- DATA:
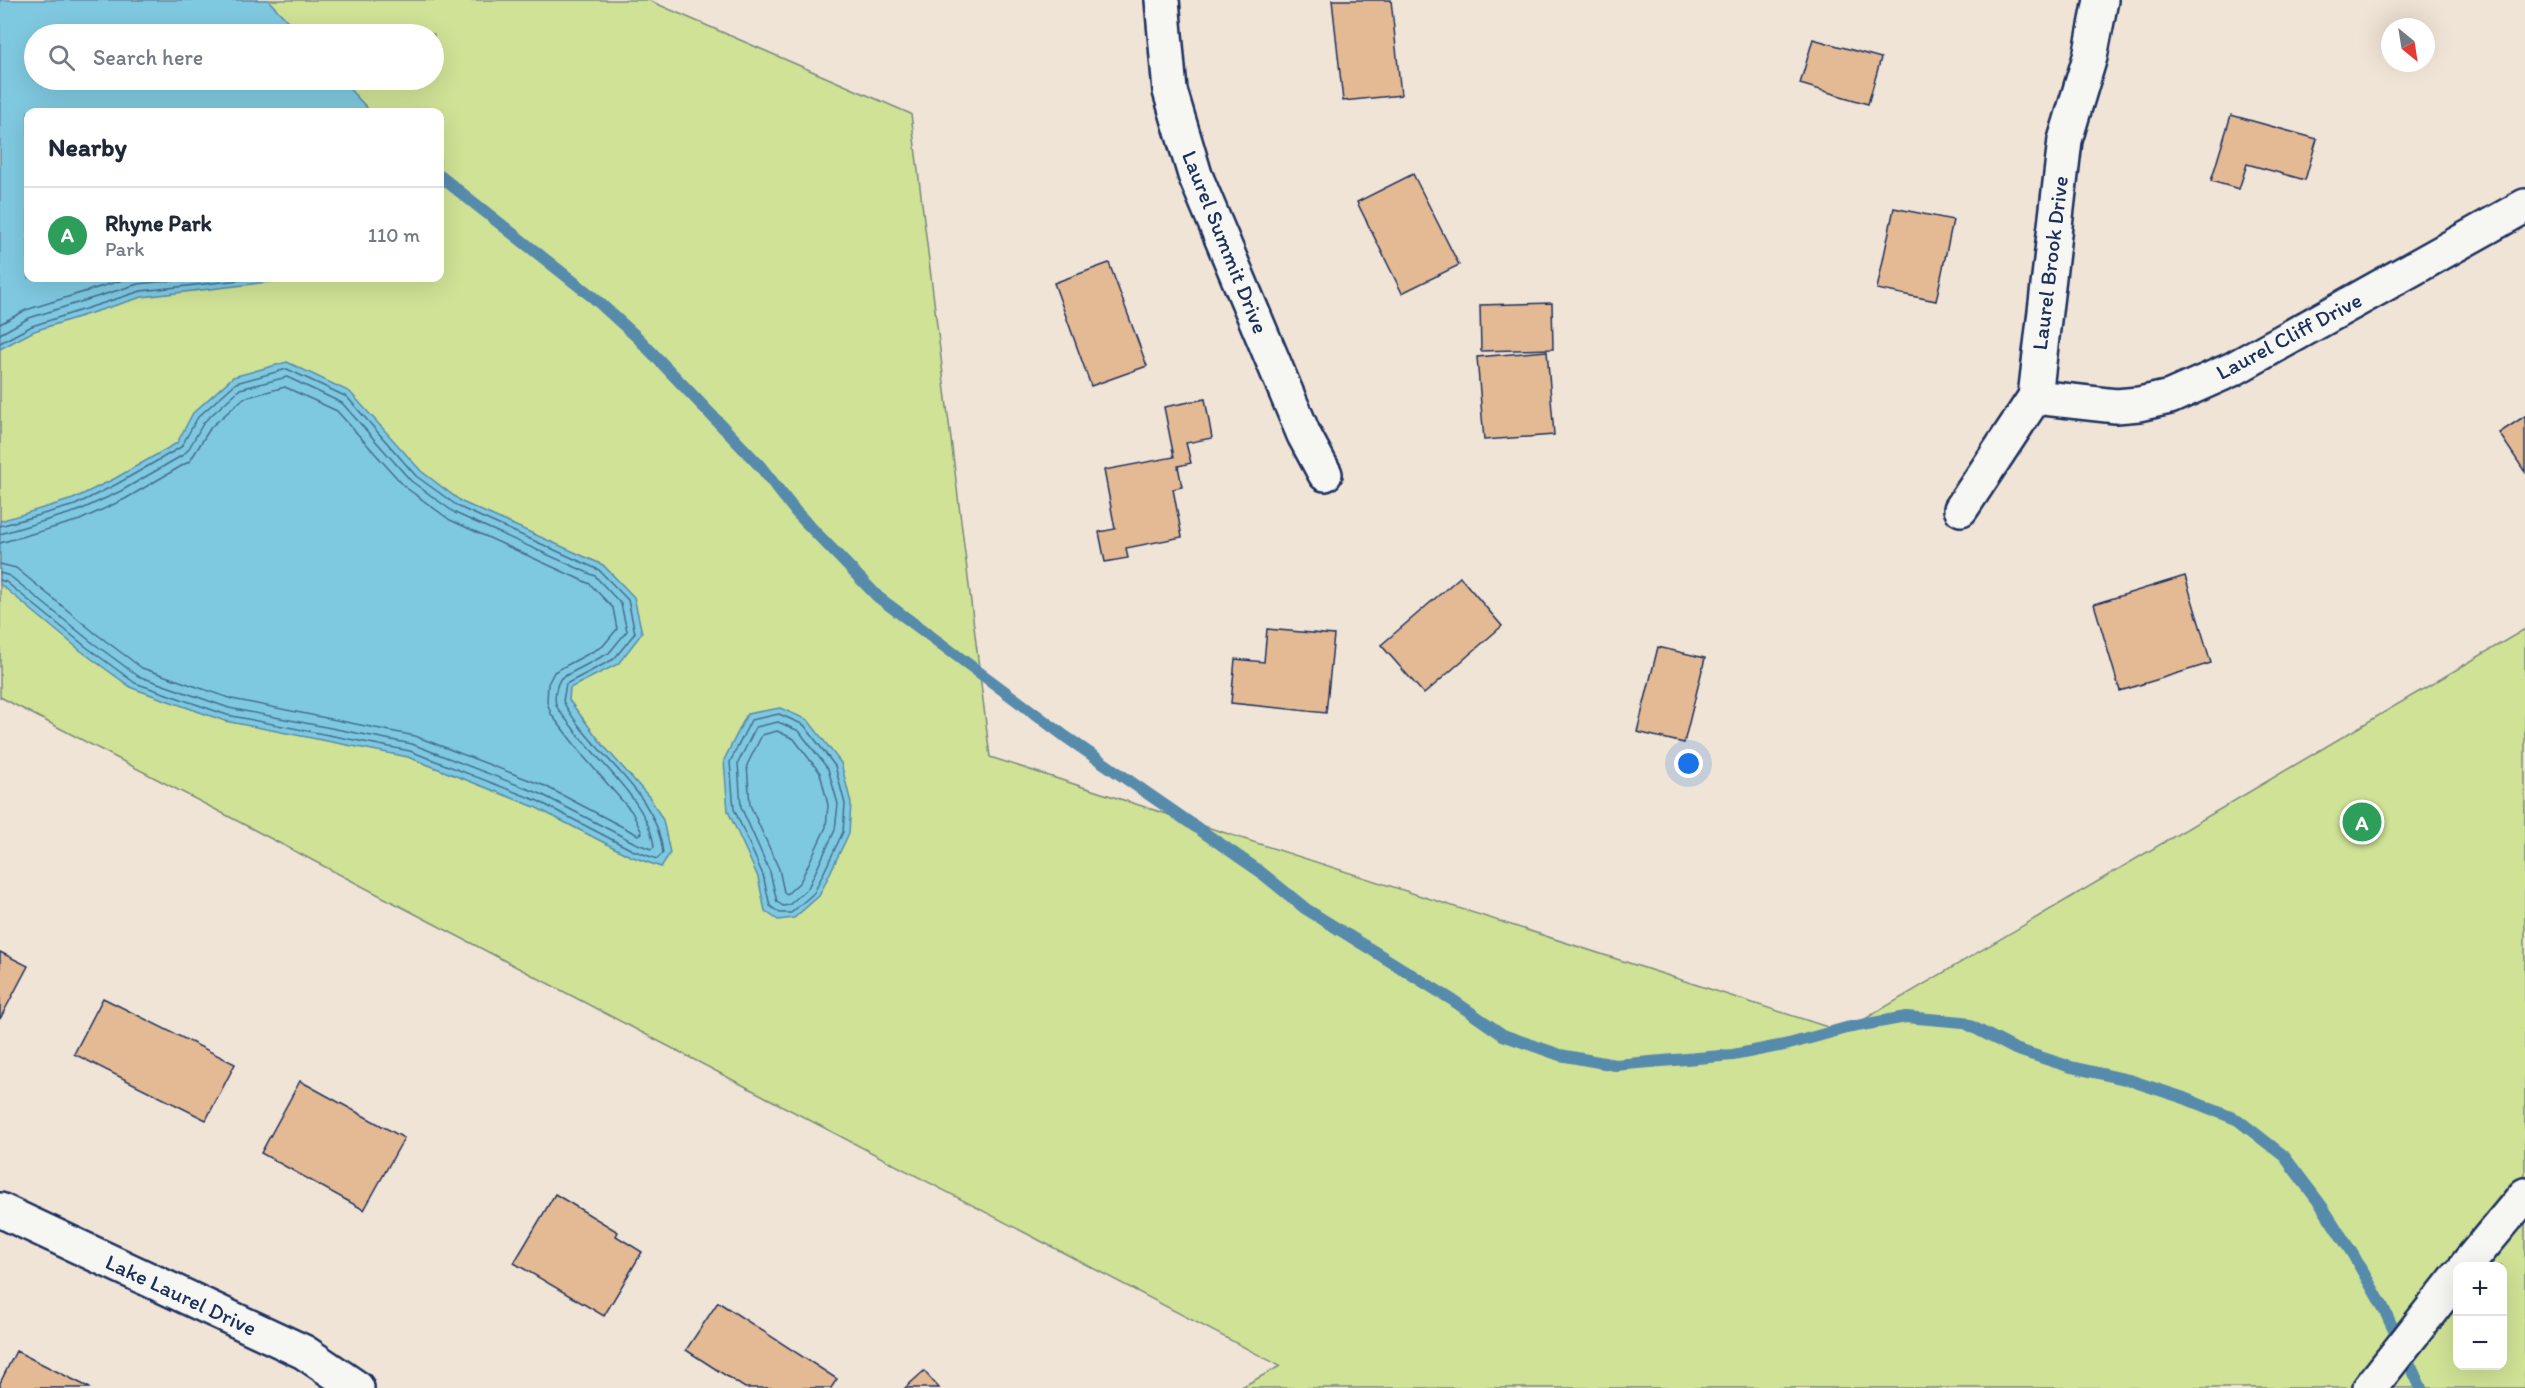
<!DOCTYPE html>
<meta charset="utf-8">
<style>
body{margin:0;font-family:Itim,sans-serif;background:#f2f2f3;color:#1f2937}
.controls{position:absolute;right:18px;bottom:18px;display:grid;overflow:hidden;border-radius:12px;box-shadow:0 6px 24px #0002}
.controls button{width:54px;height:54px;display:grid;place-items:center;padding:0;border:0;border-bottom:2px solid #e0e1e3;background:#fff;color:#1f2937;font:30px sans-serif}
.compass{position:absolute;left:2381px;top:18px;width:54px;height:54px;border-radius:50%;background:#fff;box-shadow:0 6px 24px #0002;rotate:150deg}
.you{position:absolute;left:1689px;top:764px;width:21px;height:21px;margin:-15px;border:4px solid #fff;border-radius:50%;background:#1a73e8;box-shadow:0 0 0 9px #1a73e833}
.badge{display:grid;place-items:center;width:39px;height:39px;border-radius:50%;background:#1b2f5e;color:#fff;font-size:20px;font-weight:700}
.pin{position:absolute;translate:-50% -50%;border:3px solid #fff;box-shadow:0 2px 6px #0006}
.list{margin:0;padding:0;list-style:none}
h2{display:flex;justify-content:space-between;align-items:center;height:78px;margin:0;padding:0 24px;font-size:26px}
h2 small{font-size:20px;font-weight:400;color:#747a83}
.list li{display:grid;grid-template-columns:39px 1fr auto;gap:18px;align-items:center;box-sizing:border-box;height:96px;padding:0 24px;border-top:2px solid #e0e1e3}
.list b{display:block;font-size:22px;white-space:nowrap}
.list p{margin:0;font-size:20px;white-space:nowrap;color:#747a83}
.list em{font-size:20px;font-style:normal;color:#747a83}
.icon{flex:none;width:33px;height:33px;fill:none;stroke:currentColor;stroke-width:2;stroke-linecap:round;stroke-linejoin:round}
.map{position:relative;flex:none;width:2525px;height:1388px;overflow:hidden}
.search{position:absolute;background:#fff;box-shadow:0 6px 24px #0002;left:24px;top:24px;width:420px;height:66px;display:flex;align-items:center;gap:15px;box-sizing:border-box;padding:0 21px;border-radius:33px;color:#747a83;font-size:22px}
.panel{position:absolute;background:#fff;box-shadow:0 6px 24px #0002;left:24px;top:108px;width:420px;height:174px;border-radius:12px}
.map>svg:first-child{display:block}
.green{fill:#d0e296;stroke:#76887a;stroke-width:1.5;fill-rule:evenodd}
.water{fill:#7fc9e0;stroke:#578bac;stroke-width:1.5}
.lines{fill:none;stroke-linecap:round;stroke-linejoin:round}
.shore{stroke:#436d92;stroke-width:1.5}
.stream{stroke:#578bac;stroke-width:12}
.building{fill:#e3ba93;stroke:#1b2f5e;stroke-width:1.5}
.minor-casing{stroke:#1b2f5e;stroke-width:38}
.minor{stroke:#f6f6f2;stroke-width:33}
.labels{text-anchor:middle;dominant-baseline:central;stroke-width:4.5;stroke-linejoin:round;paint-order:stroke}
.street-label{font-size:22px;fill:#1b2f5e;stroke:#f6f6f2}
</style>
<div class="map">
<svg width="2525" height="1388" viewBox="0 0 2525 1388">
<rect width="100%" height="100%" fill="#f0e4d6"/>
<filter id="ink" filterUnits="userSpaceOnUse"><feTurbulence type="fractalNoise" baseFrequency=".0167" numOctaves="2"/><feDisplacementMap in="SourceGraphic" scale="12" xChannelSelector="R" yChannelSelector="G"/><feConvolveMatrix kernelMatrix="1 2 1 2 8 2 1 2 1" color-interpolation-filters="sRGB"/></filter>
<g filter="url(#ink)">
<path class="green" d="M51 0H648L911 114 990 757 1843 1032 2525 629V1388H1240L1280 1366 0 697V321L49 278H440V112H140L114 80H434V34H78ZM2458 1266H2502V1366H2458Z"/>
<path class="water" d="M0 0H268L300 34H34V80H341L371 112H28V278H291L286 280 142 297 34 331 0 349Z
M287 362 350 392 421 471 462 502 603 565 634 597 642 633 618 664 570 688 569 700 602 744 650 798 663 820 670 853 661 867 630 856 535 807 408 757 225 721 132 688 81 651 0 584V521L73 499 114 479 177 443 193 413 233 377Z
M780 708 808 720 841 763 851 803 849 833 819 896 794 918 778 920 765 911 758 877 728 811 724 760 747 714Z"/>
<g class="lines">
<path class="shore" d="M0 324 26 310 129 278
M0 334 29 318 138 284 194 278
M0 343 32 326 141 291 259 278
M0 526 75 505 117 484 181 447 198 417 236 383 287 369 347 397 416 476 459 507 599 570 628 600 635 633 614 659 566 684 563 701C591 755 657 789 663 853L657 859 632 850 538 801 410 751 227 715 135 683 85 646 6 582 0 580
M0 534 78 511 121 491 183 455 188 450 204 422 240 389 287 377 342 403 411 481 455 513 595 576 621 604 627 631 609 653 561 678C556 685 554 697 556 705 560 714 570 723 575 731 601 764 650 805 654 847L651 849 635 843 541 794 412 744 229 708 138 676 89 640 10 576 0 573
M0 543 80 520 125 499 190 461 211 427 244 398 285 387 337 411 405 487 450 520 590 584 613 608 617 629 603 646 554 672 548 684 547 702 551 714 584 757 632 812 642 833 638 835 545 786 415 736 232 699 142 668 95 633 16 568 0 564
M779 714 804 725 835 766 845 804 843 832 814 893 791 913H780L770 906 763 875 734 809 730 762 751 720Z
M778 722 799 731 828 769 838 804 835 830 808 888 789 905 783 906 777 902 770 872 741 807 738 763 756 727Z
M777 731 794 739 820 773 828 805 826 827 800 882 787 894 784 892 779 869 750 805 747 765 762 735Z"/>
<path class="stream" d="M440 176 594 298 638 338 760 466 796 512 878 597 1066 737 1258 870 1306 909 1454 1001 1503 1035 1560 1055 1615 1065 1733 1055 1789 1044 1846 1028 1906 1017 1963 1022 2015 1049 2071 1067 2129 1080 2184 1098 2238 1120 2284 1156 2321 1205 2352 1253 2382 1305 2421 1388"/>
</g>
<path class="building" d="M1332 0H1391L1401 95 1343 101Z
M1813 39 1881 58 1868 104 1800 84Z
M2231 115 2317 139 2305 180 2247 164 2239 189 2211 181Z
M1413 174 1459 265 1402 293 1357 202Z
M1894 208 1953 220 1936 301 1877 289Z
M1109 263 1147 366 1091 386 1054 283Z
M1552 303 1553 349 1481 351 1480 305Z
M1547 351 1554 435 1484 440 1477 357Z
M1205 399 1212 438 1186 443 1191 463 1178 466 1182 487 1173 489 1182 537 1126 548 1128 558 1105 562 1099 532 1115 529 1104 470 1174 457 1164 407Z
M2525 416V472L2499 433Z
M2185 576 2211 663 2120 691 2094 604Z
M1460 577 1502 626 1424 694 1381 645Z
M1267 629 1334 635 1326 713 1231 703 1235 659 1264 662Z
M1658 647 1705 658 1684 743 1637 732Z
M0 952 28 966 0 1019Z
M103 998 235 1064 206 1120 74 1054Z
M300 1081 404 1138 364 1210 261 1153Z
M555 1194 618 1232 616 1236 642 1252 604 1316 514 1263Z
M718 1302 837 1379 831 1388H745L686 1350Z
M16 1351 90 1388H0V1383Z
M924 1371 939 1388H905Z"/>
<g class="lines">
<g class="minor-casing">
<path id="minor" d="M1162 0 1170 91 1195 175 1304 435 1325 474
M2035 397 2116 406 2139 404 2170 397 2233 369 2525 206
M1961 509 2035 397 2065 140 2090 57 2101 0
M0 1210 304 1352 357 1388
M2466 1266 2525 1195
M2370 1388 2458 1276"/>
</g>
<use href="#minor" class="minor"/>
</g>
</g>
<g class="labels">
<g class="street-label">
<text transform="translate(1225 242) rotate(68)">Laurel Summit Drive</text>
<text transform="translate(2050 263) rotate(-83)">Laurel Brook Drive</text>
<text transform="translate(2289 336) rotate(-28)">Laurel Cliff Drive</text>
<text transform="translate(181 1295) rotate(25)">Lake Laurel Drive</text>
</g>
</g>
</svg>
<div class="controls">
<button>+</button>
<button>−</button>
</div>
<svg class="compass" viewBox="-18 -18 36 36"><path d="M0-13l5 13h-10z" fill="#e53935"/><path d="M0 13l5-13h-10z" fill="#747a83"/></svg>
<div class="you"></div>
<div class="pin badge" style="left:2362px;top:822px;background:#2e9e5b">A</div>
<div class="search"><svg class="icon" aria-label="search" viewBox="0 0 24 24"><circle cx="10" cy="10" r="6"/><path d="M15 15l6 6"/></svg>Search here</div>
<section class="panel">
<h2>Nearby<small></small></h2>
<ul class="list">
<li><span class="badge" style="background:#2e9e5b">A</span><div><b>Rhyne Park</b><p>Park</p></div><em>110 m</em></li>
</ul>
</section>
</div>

...

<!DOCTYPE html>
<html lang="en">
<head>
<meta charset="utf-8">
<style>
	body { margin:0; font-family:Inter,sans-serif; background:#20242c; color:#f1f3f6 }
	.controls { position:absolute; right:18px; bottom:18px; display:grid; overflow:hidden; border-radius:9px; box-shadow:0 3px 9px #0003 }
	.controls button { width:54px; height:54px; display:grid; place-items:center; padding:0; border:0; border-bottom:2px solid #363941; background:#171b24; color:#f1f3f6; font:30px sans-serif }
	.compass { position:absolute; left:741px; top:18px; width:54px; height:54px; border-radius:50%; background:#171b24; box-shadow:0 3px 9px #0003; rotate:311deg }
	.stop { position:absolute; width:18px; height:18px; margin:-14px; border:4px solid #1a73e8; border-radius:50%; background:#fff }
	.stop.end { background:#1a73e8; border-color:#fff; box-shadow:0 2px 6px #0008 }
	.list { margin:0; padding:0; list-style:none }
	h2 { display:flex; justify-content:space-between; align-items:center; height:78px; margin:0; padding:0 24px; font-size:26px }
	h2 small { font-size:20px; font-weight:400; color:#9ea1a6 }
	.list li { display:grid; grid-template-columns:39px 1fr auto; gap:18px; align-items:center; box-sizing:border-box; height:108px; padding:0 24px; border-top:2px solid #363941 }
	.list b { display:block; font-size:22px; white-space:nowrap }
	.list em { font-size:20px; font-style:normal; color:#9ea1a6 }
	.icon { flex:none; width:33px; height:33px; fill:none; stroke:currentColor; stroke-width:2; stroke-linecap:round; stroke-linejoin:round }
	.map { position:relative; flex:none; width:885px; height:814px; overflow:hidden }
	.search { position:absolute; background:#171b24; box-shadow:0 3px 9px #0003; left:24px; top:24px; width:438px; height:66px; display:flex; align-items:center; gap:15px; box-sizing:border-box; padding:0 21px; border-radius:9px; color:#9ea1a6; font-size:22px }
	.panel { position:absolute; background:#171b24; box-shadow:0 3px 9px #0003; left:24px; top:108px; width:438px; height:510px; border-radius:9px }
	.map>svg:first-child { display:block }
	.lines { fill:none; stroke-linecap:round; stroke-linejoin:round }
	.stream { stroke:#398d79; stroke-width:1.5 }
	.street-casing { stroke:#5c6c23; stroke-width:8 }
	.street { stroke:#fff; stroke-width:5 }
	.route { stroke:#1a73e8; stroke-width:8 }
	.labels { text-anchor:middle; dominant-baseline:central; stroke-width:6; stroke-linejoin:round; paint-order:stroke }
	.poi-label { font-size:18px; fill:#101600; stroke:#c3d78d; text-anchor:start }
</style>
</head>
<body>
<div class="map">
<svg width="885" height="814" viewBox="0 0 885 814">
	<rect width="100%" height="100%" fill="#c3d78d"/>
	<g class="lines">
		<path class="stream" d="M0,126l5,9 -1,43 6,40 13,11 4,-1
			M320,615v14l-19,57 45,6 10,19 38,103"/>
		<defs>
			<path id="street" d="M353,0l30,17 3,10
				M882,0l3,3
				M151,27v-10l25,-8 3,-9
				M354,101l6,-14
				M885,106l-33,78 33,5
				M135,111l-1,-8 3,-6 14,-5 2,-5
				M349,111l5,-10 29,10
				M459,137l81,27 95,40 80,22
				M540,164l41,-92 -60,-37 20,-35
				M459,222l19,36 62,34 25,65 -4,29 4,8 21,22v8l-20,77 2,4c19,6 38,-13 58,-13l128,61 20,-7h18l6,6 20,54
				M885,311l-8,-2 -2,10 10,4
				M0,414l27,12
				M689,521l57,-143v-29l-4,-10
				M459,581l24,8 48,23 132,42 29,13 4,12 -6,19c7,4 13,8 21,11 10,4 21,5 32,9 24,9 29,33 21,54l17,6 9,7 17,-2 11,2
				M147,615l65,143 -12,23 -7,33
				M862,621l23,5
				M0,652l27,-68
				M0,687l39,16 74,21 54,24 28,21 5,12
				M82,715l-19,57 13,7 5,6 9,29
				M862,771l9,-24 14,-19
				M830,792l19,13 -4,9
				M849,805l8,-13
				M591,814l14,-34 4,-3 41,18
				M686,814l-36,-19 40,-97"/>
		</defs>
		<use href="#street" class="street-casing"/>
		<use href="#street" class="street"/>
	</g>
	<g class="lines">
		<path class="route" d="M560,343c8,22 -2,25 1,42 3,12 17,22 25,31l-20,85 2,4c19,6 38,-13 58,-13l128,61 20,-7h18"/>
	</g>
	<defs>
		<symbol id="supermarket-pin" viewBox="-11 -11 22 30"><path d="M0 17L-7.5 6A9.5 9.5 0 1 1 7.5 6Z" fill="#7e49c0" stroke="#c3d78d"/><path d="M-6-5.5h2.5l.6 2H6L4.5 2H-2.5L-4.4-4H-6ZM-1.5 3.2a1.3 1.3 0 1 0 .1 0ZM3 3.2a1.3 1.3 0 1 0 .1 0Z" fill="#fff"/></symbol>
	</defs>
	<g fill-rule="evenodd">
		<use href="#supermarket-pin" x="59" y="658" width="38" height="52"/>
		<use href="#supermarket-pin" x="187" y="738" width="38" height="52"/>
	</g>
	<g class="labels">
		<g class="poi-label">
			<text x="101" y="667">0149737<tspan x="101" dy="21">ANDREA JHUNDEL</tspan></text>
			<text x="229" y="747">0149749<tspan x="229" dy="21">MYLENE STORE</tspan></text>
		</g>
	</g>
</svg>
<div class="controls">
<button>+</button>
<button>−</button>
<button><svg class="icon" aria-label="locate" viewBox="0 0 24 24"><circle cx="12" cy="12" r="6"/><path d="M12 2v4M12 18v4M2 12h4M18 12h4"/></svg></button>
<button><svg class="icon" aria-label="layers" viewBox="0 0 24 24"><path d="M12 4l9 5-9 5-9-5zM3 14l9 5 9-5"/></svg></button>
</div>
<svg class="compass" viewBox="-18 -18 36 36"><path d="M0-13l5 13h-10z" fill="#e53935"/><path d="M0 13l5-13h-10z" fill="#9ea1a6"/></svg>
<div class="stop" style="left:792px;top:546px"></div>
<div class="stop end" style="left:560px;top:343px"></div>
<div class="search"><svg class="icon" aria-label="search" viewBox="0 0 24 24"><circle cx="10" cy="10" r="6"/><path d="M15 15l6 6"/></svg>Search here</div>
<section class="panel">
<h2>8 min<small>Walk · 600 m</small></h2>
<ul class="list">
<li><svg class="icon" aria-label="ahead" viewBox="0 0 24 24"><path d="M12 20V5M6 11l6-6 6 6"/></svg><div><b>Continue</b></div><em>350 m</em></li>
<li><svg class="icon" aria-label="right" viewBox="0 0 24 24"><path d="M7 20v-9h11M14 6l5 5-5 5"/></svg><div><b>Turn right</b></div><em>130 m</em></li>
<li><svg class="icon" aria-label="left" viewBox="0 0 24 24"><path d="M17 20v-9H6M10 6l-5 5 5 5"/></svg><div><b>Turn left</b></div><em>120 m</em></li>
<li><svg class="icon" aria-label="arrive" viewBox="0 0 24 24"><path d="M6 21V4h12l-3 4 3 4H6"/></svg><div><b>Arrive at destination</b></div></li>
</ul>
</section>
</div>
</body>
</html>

- HOW TO COMPLETE THIS TASK:
Among the lines of the material above, find those with the word "solid". Copy each one.

- RESULT FOR THIS EXERCISE:
.controls button{width:54px;height:54px;display:grid;place-items:center;padding:0;border:0;border-bottom:2px solid #e0e1e3;background:#fff;color:#1f2937;font:30px sans-serif}
.you{position:absolute;left:1689px;top:764px;width:21px;height:21px;margin:-15px;border:4px solid #fff;border-radius:50%;background:#1a73e8;box-shadow:0 0 0 9px #1a73e833}
.pin{position:absolute;translate:-50% -50%;border:3px solid #fff;box-shadow:0 2px 6px #0006}
.list li{display:grid;grid-template-columns:39px 1fr auto;gap:18px;align-items:center;box-sizing:border-box;height:96px;padding:0 24px;border-top:2px solid #e0e1e3}
	.controls button { width:54px; height:54px; display:grid; place-items:center; padding:0; border:0; border-bottom:2px solid #363941; background:#171b24; color:#f1f3f6; font:30px sans-serif }
	.stop { position:absolute; width:18px; height:18px; margin:-14px; border:4px solid #1a73e8; border-radius:50%; background:#fff }
	.list li { display:grid; grid-template-columns:39px 1fr auto; gap:18px; align-items:center; box-sizing:border-box; height:108px; padding:0 24px; border-top:2px solid #363941 }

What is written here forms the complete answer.